For text extraction, PDF.js provides a getTextContent method on each page. This returns an array of text items, each with a string value and position data. The text items include not just the characters but also their transformation matrices, which give you the exact x, y, width, and height. Extraction tools then sort these items by position to reconstruct reading order and group them into paragraphs or table cells.
The limitation is that PDF.js works with the text already present in the PDF. If the PDF contains only images (like a scanned document), PDF.js cannot extract text from it. You need OCR for that, which requires a different library like Tesseract.js that does image analysis in the browser.
Step-by-Step: Extracting Data from a PDF
Step one is identifying whether your PDF is born-digital or scanned. Open the PDF and try selecting text with your cursor. If the text highlights, it is born-digital. If nothing happens or you select a whole image block, it is scanned. For born-digital PDFs, use a text extraction or PDF-to-CSV tool. For scanned PDFs, you need OCR first.
Step two is choosing the right output format. CSV is the universal standard for tabular data and works with Excel, Google Sheets, and databases. XLSX preserves formatting and multiple sheets, which is useful for complex reports. JSON is better if you are feeding the data into an API or web application.
Step three is running the extraction. Online tools like ConvertPivot's PDF to Excel, PDF to Text, and PDF Bank Statement to CSV handle this automatically. You upload the file, the tool parses it client-side using PDF.js, extracts the text and tables, and converts to the chosen format. No data ever leaves your computer.
Step four is cleaning the output. Automated extraction is rarely perfect. Expect to fix merged cells, misaligned columns, and special characters. Budget 10-15 minutes of cleanup for every 30 minutes of data you extract.

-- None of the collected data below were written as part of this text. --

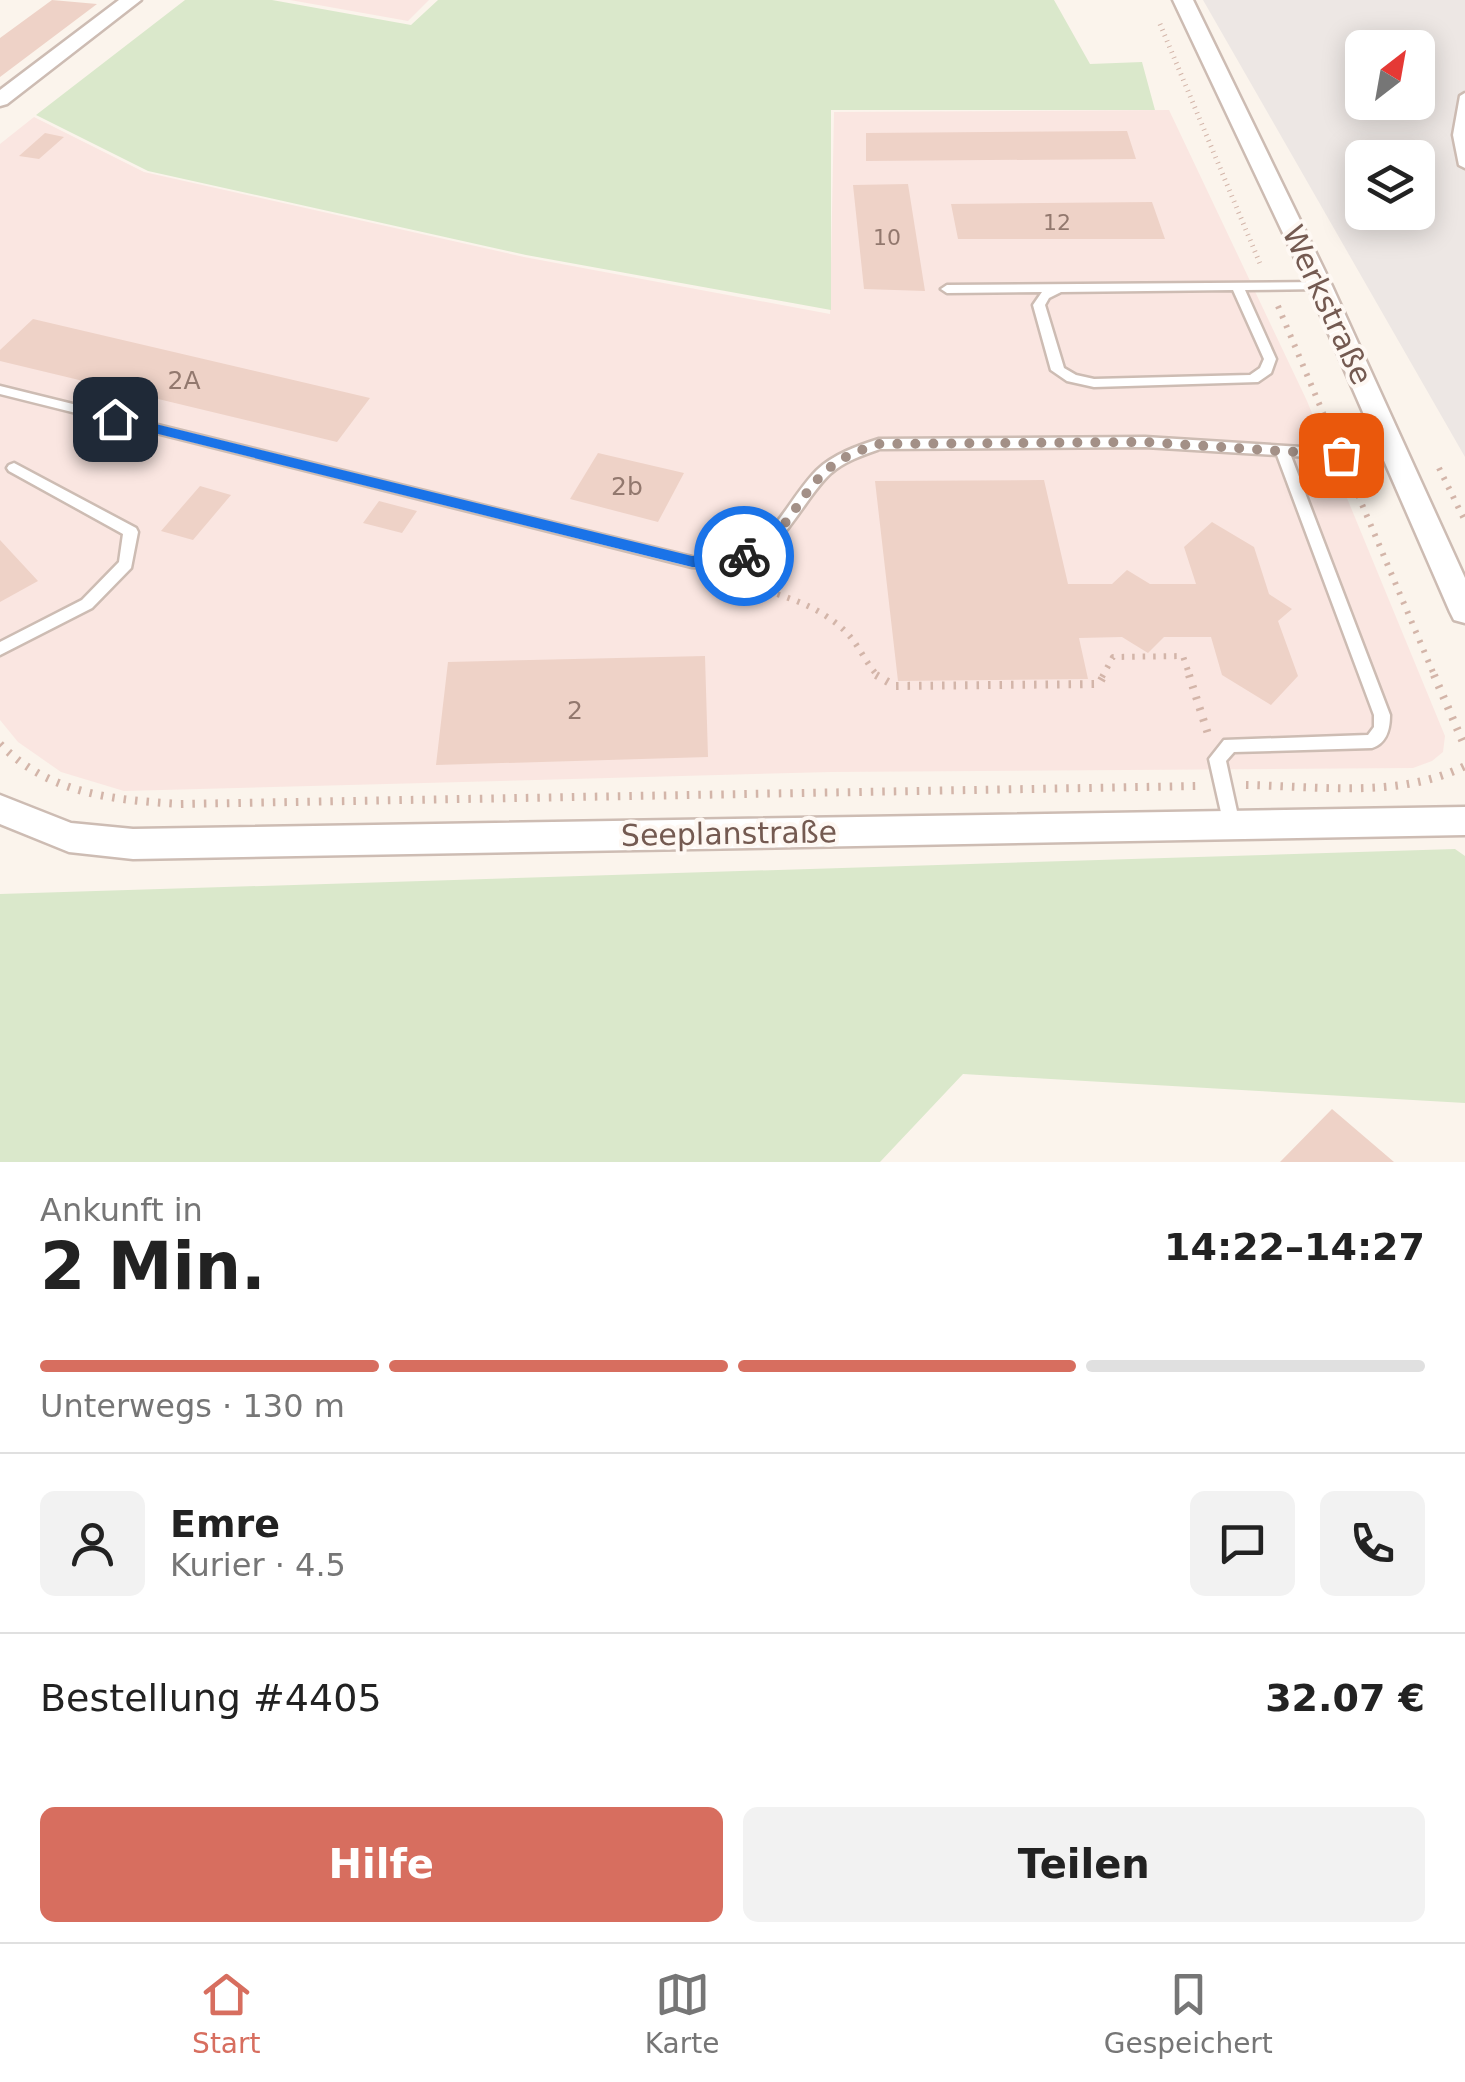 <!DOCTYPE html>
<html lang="de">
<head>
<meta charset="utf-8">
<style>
	:root { --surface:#fff; --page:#f2f2f2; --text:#222; --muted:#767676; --line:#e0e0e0; --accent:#d76e5f }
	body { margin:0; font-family:"DejaVu Sans",sans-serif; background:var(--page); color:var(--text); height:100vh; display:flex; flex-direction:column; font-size:38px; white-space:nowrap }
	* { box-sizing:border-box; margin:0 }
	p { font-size:32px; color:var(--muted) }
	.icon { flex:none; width:55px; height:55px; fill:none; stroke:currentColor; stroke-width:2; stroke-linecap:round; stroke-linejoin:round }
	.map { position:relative; height:1162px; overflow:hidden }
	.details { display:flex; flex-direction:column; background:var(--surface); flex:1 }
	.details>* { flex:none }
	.needle { width:65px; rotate:31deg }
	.controls { position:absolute; left:1345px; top:30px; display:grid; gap:20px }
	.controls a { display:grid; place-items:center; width:90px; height:90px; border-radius:15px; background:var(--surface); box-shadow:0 5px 25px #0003; font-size:50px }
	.pin { position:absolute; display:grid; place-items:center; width:85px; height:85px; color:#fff; margin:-42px; border-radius:20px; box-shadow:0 5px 15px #0006 }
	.courier { position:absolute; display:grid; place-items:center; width:100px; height:100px; margin:-50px; border:8px solid #1a73e8; border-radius:50%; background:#fff; color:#222; box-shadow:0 2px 12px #0007 }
	.summary em { font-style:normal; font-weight:700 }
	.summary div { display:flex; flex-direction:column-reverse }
	.summary { display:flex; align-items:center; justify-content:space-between; height:170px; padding:0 40px }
	h1 { font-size:65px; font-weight:700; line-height:75px }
	.bar { display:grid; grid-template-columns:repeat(4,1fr); gap:15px 10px; align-content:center; height:120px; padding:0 40px }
	.bar i { height:12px; border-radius:8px; background:var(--line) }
	.bar .current { background:var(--accent) }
	.bar p { grid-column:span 4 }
	.line { display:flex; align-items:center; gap:25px; padding:0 40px; border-top:2px solid var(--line) }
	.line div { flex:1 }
	.round { display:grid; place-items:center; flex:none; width:105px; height:105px; border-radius:15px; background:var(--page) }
	.button { display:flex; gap:20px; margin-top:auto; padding:20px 40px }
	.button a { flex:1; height:115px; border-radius:15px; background:var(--accent); color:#fff; font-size:40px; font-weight:700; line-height:115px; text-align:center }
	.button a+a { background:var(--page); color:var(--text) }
	.menu { display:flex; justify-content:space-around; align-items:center; height:140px; border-top:2px solid var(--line); background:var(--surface); font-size:28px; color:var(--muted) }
	.menu a { display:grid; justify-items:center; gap:5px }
	.menu .current { color:var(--accent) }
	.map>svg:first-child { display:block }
	.commercial { fill:#fae6e1 }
	.industrial { fill:#ede7e4; fill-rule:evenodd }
	.green { fill:#dae8cb }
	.building { fill:#eed2c7 }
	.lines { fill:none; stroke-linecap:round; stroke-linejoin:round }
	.lane-casing { stroke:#cdbcb3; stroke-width:5 }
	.street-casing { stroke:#cdbcb3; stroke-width:5 }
	.path-far2 { stroke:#d3b5a9; stroke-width:5; stroke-dasharray:1 5; stroke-linecap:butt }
	.path-far1 { stroke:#d3b5a9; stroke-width:6; stroke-dasharray:2.5 8; stroke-linecap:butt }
	.path { stroke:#d3b5a9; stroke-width:8; stroke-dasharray:2.5 9; stroke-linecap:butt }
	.lane { fill:#fff; fill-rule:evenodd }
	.street { fill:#fff; fill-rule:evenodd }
	.route { fill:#1a73e8 }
	.done { stroke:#a39087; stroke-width:10; stroke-dasharray:0 18 }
	.labels { text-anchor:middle; stroke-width:8; stroke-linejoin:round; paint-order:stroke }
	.far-number-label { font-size:22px; fill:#92786e }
	.number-label { font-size:25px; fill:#92786e }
	.street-label { font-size:30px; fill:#745a51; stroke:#fef8f3 }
</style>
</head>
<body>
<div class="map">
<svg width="1465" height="1162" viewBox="0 0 1465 1162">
	<rect width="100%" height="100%" fill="#fbf4ec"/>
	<path class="commercial" d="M290,0H429L408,21Z
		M1169,110L1307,401L1445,736L1443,752L1432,761L1413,768L831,772L124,791L61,772L18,742L0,720V144L34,117L144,172L524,257L830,314L834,112Z"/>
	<path class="industrial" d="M1203,0H1465V457ZM1362,48H1418V102H1362ZM1362,158H1418V212H1362Z"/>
	<path class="green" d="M185,0H272L411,25L438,0H1054L1090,64L1142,62L1155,110H831V310L526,255L148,171L36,115Z
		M1455,849L1465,856V1103L963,1074L880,1162H0V894Z"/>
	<path class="building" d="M52,0L97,4L0,77V38Z
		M1127,131L1136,159L866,161V133Z
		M45,133L64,137L39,159L19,156Z
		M908,184L925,291L864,289L853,185Z
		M1152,202L1165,239H958L951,204Z
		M33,319L370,398L337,442L0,361V350Z
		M598,453L684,473L658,522L570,499Z
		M1044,480L1068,584H1112L1127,570L1150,584H1196L1184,547L1212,522L1254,547L1269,594L1292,609L1278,621L1298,676L1271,705L1222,675L1211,637H1164L1148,653L1122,637L1079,638L1088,679L898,681L875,481Z
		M200,486L231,495L193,540L161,531Z
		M379,501L417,511L402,533L363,523Z
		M0,540L38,581L0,602Z
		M705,656L708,757L436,765L448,662Z
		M1332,1109L1394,1162H1280Z"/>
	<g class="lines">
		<defs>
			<path id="lane" d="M1465,93V168L1459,165L1453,135L1460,96Z
				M1320,282L1324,283V289L1245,290L1276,359L1271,373L1258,382L1094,387L1067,381L1051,370L1033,305L1042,292L947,293L941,289L947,285ZM1233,290L1264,359L1260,368L1250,375L1094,379L1076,375L1064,368L1045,305L1049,298L1061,292Z
				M0,386L692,557C705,557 718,559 731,556C773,545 788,499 817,470C834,454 857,446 879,439L1145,437L1397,453L1404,458L1402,461L1291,456L1390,715C1390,729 1387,743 1372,748L1234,752L1226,761L1240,825L1237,830L1231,832L1225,830L1209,759L1224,740L1368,735L1374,727V715L1277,455L1145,447L880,449C863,455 845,461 831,473C818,485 808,501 797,516C768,558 743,569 692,567L0,394Z
				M14,463L136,528L138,532L131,568L92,608L0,655V642L82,600L119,562L123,534L9,471L7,468L9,465Z"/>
			<path id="street" d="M119,0H141L7,104L0,106V90Z
				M1173,0H1193L1332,286L1465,578V623L1454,620L1450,612L1308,286Z
				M0,795L71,823L133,829L1465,807V835L133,859L69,852L0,824Z"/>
		</defs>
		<use href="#lane" class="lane-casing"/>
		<use href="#street" class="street-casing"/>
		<path class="path-far2" d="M1160,24L1261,266"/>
		<path class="path-far1" d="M1278,306L1331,432
			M1439,468L1465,521
			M1350,476L1435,677
			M737,583C775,593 817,603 846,632C859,645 866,664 879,677
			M1102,677L1113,657L1183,656L1190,677"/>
		<path class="path" d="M876,675L895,686L1099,684L1104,675
			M1189,675L1208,734
			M1434,675L1465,747
			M0,744C49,794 113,800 180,804L1198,786
			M1246,785C1317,786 1399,799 1465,766"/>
		<use href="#lane" class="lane"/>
		<use href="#street" class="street"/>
	</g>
	<path class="route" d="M115,414L692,556L728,555L744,550L752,556L730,567H692L110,422V415Z"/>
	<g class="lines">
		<path class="done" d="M744,556C785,540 795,500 824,473C840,457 858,451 879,444L1145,442L1341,455"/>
	</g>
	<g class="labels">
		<g class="far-number-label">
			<text x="1057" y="230">12</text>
			<text x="887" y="245">10</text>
		</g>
		<g class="number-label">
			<text x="184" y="389">2A</text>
			<text x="627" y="495">2b</text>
			<text x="575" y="719">2</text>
		</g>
		<g class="street-label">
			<text transform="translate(1327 305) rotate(65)" y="10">Werkstraße</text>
			<text transform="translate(729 834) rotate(-1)" y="10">Seeplanstraße</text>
		</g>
	</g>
</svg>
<div class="controls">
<a><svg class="needle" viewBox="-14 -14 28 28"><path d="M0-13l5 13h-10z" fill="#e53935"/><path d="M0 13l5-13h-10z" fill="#767676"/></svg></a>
<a><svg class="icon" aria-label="layers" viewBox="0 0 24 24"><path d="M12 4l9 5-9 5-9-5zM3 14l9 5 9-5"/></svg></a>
</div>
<div class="pin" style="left:1341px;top:455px;background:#ea580c"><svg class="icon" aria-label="bag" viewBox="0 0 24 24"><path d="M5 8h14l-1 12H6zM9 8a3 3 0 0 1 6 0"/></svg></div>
<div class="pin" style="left:115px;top:419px;background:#1f2937"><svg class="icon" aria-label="home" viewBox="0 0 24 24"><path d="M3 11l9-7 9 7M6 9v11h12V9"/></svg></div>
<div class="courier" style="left:744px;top:556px"><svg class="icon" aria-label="bike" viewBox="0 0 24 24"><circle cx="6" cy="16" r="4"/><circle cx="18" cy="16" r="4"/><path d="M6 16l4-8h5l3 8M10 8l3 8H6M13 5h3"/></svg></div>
</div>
<section class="details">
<div class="summary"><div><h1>2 Min.</h1><p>Ankunft in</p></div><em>14:22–14:27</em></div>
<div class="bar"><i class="current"></i><i class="current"></i><i class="current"></i><i></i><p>Unterwegs · 130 m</p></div>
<div class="line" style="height:180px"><a class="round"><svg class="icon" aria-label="person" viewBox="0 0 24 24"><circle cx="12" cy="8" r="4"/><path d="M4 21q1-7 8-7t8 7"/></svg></a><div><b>Emre</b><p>Kurier · 4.5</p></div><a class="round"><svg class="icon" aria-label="chat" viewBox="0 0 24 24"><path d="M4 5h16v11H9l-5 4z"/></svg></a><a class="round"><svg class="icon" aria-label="phone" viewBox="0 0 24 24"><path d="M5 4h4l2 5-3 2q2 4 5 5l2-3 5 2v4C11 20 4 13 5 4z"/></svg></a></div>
<div class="line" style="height:130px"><div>Bestellung #4405</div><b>32.07 €</b></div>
<div class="button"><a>Hilfe</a><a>Teilen</a></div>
</section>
<nav class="menu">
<a class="current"><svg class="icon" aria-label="home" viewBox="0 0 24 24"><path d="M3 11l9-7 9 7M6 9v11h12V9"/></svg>Start</a>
<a><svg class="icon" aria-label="map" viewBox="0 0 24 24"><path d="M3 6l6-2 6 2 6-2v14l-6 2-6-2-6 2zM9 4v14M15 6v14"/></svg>Karte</a>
<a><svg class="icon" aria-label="saved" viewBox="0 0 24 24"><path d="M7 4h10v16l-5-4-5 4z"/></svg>Gespeichert</a>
</nav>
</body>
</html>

Common Challenges and Solutions
Missing text. Some PDFs use custom fonts that embed their character mappings incorrectly. Extractors see the characters but cannot map them to Unicode values. The fix is to use a tool that supports custom font mapping or to rasterize the page and run OCR.
Wrong reading order. Multi-column PDFs frequently confuse extractors. The algorithm reads left-to-right across both columns instead of top-to-bottom in each column. Advanced tools let you define column regions manually.
Headers and footers. Page numbers, dates, and repeating headers get mixed into the extracted data. Most extraction tools now include filter options to detect and exclude repeating elements.
Scanned PDF quality. Low-resolution scans produce poor OCR results. Scan at 300 DPI minimum, use black-and-white or grayscale instead of color, and ensure the document is flat and well-lit.
Final Thoughts
PDF data extraction is never perfect, but it is far better than retyping hundreds of lines by hand. The key is knowing the type of PDF you are dealing with and choosing the right tool for the job. Born-digital PDFs are relatively easy to extract from using libraries like PDF.js. Scanned PDFs need OCR, which adds complexity and reduces accuracy. Cleanup is always part of the process, but with practice you can get extraction to 95% accuracy or better.